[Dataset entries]
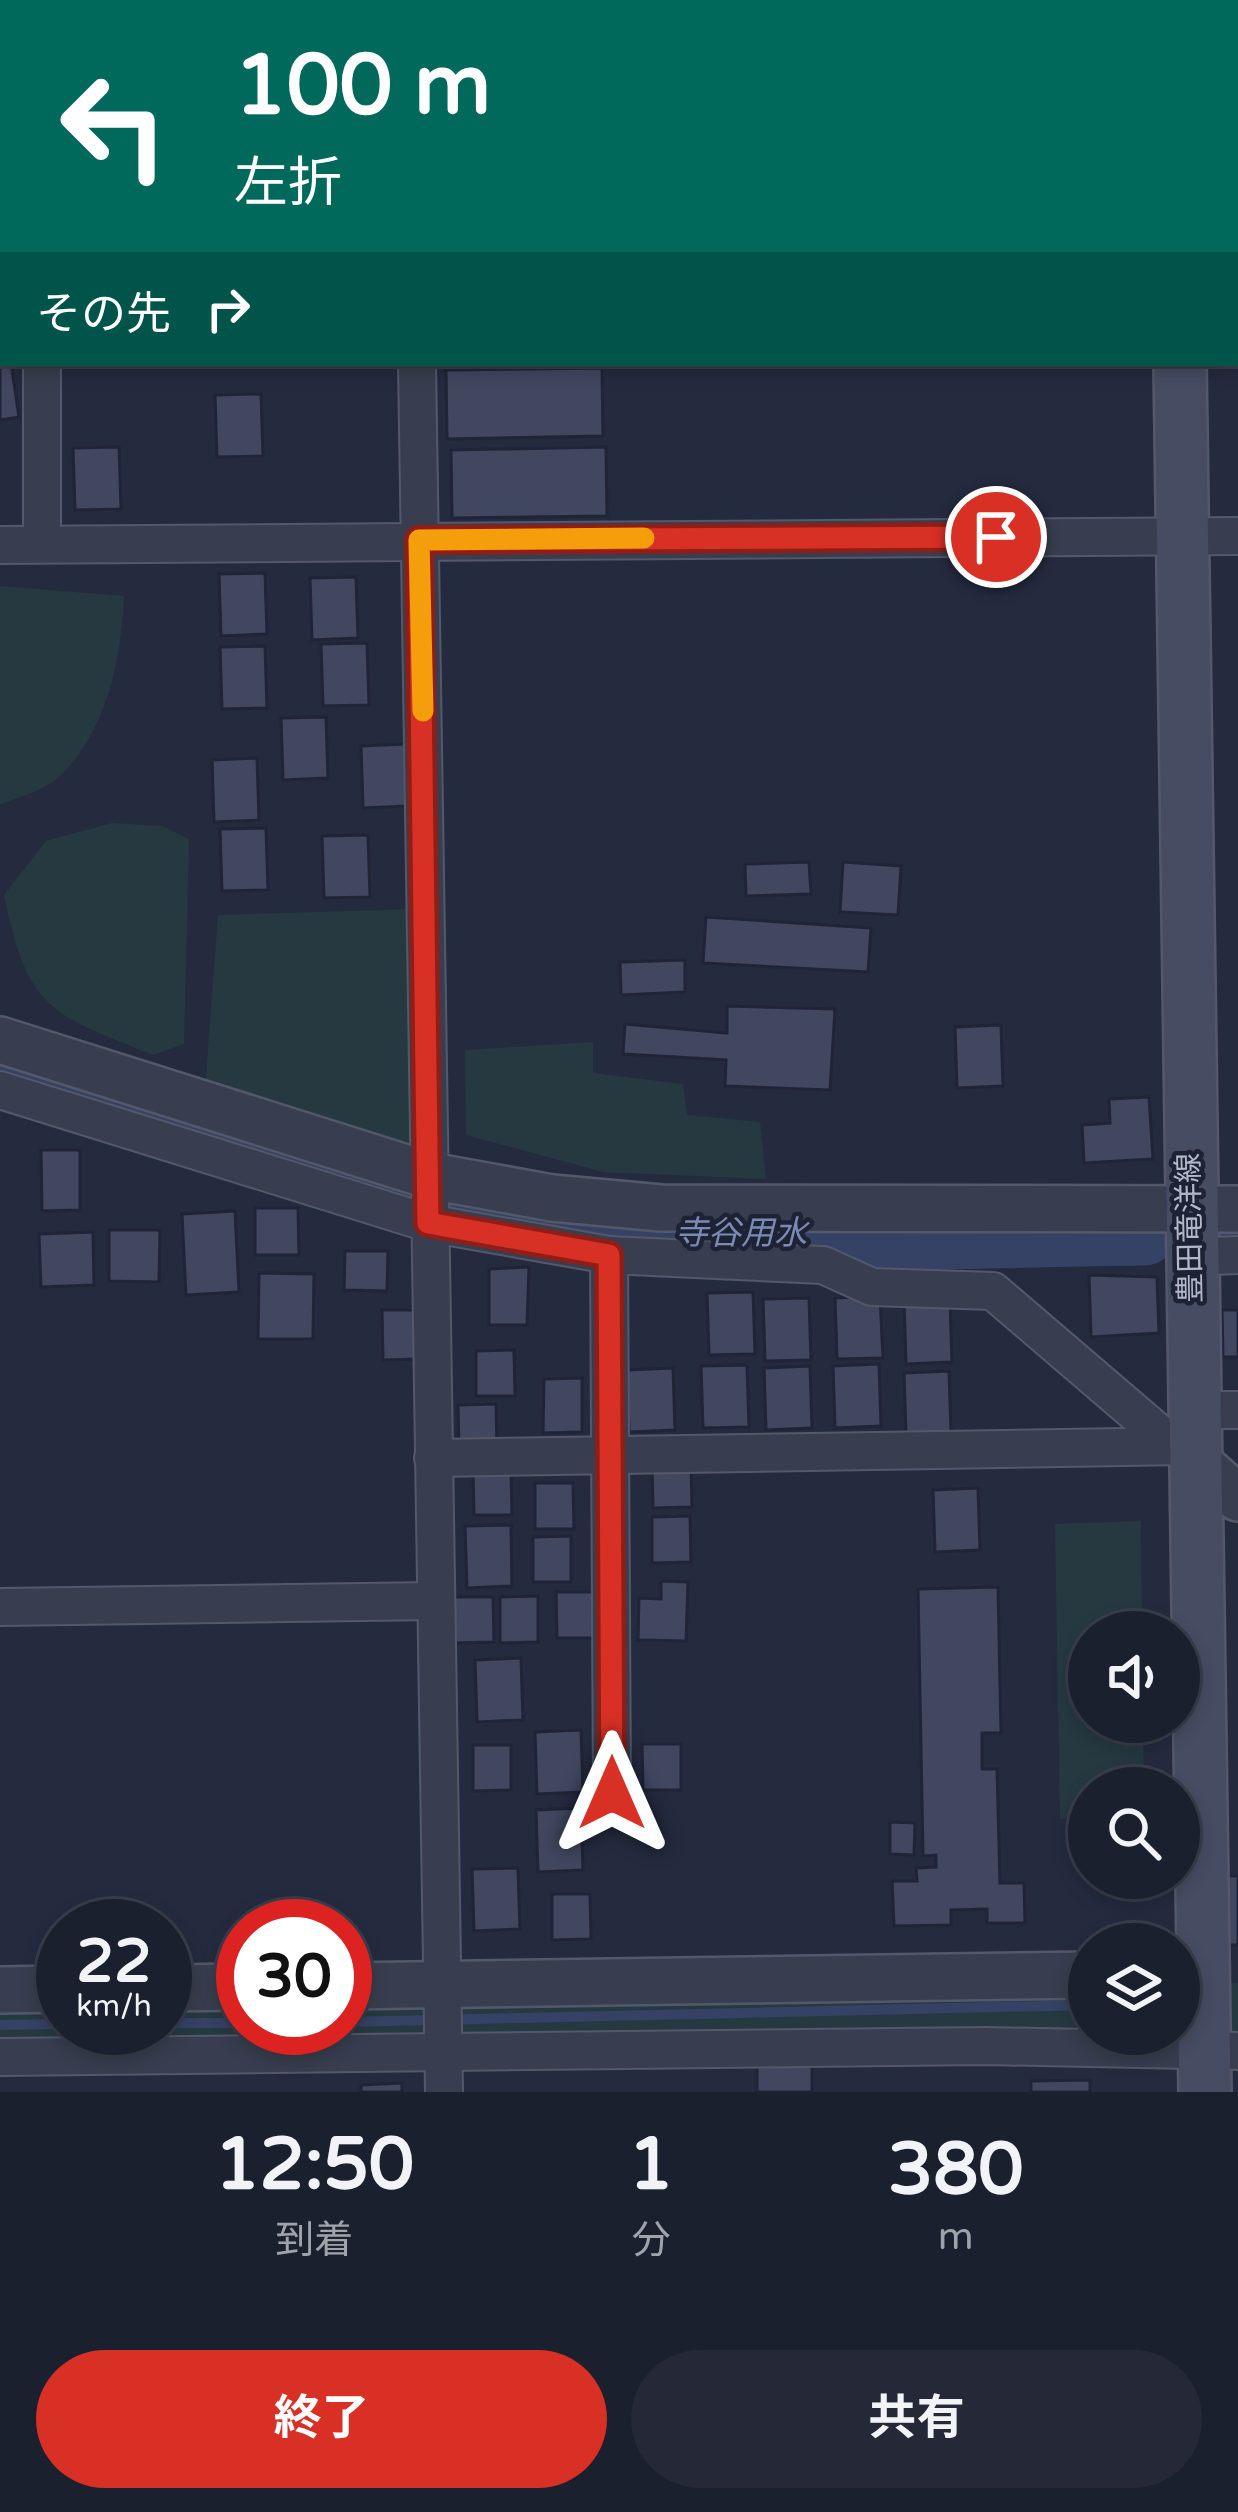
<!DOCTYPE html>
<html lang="ja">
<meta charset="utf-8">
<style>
:root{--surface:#1b202f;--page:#242837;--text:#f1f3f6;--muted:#a0a3aa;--line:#393e4b;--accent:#d93025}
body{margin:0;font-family:"Varela Round","Noto Sans JP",sans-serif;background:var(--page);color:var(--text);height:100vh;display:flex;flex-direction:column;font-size:45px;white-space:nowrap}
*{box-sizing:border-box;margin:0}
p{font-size:39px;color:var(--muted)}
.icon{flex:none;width:66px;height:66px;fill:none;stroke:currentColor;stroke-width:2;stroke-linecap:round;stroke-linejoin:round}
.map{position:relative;height:2092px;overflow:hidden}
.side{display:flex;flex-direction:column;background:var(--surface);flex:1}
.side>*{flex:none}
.banner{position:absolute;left:0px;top:0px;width:1239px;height:366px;box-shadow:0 6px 18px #0003,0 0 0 3px var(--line);background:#00695c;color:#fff;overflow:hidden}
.buttons{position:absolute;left:1068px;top:1611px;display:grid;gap:24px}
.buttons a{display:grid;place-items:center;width:132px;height:132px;border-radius:50%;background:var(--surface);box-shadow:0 6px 18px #0003,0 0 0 3px var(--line);font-size:60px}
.speed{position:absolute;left:36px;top:1899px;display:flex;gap:24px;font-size:60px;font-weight:700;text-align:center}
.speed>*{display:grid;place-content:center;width:156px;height:156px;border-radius:50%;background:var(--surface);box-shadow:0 6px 18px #0003,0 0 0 3px var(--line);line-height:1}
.speed small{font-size:30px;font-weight:400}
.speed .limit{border:18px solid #d22;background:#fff;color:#111}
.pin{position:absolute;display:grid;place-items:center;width:102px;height:102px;color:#fff;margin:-51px;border:6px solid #fff;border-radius:50%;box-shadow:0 3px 12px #0007}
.me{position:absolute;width:132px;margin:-66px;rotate:0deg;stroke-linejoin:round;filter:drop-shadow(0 0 9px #0008)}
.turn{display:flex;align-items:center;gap:42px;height:252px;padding:0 36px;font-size:54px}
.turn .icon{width:156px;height:156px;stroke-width:2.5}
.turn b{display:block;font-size:84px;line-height:102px}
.then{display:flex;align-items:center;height:114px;padding:0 36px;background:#0003;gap:24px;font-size:45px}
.eta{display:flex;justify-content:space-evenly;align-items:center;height:204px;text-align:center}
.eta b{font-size:72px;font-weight:700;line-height:84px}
.action{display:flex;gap:24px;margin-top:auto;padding:24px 36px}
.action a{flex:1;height:138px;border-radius:72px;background:var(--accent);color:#fff;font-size:48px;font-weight:700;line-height:138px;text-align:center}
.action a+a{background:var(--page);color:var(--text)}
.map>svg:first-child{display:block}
.green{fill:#263940}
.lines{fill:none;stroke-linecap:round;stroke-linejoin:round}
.stream{stroke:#354165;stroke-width:10}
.river{stroke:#354165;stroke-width:63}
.building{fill:#40475f;stroke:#1f2536;stroke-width:3}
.minor-casing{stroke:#53596a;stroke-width:40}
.tertiary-casing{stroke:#53596a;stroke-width:50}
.secondary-casing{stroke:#53596a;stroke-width:56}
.minor{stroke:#383e4f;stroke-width:36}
.tertiary{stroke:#383e4f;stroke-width:45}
.secondary{stroke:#464c62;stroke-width:51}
.route-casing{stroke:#8d1f18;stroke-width:30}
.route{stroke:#d93025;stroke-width:21}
.slow{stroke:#f59e0b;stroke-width:21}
.labels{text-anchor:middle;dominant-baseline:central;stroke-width:9;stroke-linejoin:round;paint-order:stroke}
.street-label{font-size:30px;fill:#b4b9ca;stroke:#1d2334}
.water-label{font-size:33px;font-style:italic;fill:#7b8ab2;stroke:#1d2334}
</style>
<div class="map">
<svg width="1238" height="2092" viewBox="0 0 1238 2092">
<rect width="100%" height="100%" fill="#242b3f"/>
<g class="green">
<path d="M0,586l124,10c-3,64 -17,135 -65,181 -14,13 -41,20 -59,28z"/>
<path d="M112,823l50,3 27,13 -5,205 -31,11c-104,-42 -125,-45 -149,-160l42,-54z"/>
<path d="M414,909l4,250 -213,-69 13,-175z"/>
<path d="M0,1040l573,160 665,6v47l-48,4 -558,-10 -150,-22 -482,-137z"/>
<path d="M593,1042v31l90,11 4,31 73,7 6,57 -163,-7 -137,-37 -1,-85z"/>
<path d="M1141,1521l1,111h-53v90h54l1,66h-55v30l-29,1 -5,-295z"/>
<path d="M1089,1983v51h90v-51h59v67l-1238,9v-69l63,-1v39h102v-40l78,-1v41h102v-43z"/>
</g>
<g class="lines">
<g class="stream">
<path d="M345,2022l744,-17"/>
<path d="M165,2023h78"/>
<path d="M0,2025l63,-1"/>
</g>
<g class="river">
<path d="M0,1071l507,150c210,31 427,15 638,13"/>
<path d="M1225,1233l13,-1"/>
</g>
</g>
<g class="building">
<path d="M0,298l3,65h8l8,54 -19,3z"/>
<path d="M602,368l1,68 -156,3 -1,-69z"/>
<path d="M261,394l2,62 -46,1 -2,-62z"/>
<path d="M119,447l2,62 -46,1 -2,-62z"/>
<path d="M606,447l1,69 -155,2 -1,-68z"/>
<path d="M265,573l2,61 -46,2 -2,-62z"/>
<path d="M356,577l2,61 -46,2 -2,-62z"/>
<path d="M367,643l2,62 -46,1 -2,-62z"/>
<path d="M265,646l2,62 -45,1 -2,-62z"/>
<path d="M326,717l2,61 -45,2 -2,-62z"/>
<path d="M406,744l2,62 -45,2 -2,-62z"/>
<path d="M257,758l2,62 -45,2 -2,-62z"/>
<path d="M266,828l2,62 -46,1 -2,-62z"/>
<path d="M368,835l2,62 -46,1 -2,-62z"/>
<path d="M809,862l2,32 -65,2 -1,-32z"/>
<path d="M843,862l58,4 -3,49 -58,-3z"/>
<path d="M706,917l165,11 -3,44 -165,-9z"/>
<path d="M685,960v32l-64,3 -1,-33z"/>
<path d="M727,1006l108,3 -5,81 -105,-4 1,-26 -103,-6 2,-30 102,9z"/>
<path d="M1001,1025l2,61 -46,2 -2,-61z"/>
<path d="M1149,1097l4,62 -69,4 -2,-38 28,-2 -1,-24z"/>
<path d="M41,1150h39v60l-38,1z"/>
<path d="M255,1208h43l1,47h-44z"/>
<path d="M235,1211l4,81 -53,3 -4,-81z"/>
<path d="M109,1230h51l-1,52 -50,-1z"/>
<path d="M93,1232l1,53 -53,2 -2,-53z"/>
<path d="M345,1251h43l-1,40 -43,-1z"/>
<path d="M529,1267l-2,58h-38v-56z"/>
<path d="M259,1273l55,1 -1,65h-55z"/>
<path d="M1089,1275l68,2 2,56 -68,4z"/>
<path d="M753,1292l2,62 -46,1 -2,-62z"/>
<path d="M880,1296l3,62 -46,1 -2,-61z"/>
<path d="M809,1298l2,62 -46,1 -2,-62z"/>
<path d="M950,1300l2,62 -46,2 -2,-62z"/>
<path d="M382,1310h36l1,49 -36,1z"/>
<path d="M1222,1310h16v47h-15z"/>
<path d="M514,1350l1,46h-39v-45z"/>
<path d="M879,1364l2,62 -46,2 -2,-62z"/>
<path d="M747,1365l2,62 -46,1 -2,-62z"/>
<path d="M810,1366l2,62 -46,2 -2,-62z"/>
<path d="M673,1368l2,62 -46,2 -2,-62z"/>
<path d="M949,1371l2,62 -45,1 -2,-61z"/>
<path d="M582,1378v54l-39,1 1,-54z"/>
<path d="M496,1404l1,46h-38l-1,-45z"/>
<path d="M652,1462h39l1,45 -39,1z"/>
<path d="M473,1469h38l1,46h-38z"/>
<path d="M535,1483h38l1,46h-39z"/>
<path d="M978,1488l2,62 -45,2 -2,-62z"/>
<path d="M690,1516l1,46 -39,1v-46z"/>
<path d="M511,1525l1,61 -45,2 -2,-62z"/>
<path d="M571,1536v46h-38v-45z"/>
<path d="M661,1581l27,1 -2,59 -48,-1 1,-42 22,1z"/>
<path d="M998,1587l3,146h-19v36h15l3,114h24l1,40h-38v-14l-36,1v15l-57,1 -2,-45h25l-1,-13 20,-1v-12l-13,1 -5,-267z"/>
<path d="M556,1592h38l1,46h-38z"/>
<path d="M538,1596v46l-38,1v-46z"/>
<path d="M454,1597h39l1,45 -39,1z"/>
<path d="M521,1658l2,62 -46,2 -2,-62z"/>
<path d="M581,1730l2,62 -46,2 -2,-62z"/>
<path d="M642,1744h39v46h-38z"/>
<path d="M473,1745h38v45l-38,1z"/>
<path d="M581,1808l2,62 -45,2 -2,-62z"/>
<path d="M890,1822l25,1 -1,32 -24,-1z"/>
<path d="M518,1868l2,61 -46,2 -2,-62z"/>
<path d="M1226,1876h12v69h-9z"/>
<path d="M552,1894h38l1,45 -39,1z"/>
<rect x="757" y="2062" width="55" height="30"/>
<path d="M1090,2080v12h-59v-11z"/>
<path d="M402,2083v9h-41v-7z"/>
</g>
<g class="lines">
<defs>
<g id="minor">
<path d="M41,0v3"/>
<path d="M412,0v3"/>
<path d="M0,145h3"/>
<path d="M417,363l27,1729"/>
<path d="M42,544v-181"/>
<path d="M0,545l1238,-9"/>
<path d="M0,1090l428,133 181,32 214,10 49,22 121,4 182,156"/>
<path d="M609,1255l3,538"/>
<path d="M1190,1257l48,-2"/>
<path d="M1193,1410h45"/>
<path d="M433,1458l752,-12"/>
<path d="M0,1607l434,-6"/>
<path d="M0,2057l986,-11 252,5"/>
</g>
<g id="tertiary">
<path d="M0,1040l431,136 121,22 109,10 577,1"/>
<path d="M1194,1459l44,39"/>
<path d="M345,1986l744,-11"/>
<path d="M165,1988l78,-1"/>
<path d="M0,1990l63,-1"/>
</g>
<g id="secondary">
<path d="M1177,0v3"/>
<path d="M1180,363l25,1729"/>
</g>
</defs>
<use href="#minor" class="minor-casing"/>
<use href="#tertiary" class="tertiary-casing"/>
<use href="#secondary" class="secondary-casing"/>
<use href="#minor" class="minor"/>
<use href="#tertiary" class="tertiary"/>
<use href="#secondary" class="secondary"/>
</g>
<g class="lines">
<defs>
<path id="route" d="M612,1793l-3,-538 -181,-32 -9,-683 577,-3"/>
</defs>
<use href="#route" class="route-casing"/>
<use href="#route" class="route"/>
<path class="slow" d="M423,711l-4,-171 225,-2"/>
</g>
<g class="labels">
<g class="street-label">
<text transform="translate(1190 1228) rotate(-91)">豊田竜洋線</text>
</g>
<g class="water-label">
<text x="741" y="1233">寺谷用水</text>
</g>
</g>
</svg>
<div class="buttons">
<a><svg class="icon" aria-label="sound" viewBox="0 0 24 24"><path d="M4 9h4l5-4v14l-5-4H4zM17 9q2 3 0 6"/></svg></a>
<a><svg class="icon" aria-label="search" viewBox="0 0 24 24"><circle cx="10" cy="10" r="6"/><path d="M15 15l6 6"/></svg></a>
<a><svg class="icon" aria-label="layers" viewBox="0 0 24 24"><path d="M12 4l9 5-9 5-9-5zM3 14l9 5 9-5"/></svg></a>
</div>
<div class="speed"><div>22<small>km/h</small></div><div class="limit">30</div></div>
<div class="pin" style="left:996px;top:537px;background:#d93025"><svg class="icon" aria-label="arrive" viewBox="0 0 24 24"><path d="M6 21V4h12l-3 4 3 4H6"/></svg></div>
<svg class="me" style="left:612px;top:1793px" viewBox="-20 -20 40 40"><path d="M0-17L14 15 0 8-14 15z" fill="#d93025" stroke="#fff" stroke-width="4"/></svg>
<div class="banner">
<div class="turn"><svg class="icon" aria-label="left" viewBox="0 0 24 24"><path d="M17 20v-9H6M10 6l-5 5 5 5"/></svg><div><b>100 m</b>左折</div></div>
<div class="then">その先<svg class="icon" aria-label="right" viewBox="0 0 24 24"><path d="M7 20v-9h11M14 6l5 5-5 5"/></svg></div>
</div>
</div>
<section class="side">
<div class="eta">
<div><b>12:50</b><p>到着</p></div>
<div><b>1</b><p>分</p></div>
<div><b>380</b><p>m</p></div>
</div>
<div class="action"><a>終了</a><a>共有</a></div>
</section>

§ **INSTRUCTIONS TO FOLLOW**
Search the entries above for lines holding the string "space", then report only how many there are.

§ **ANSWER SECTION**
2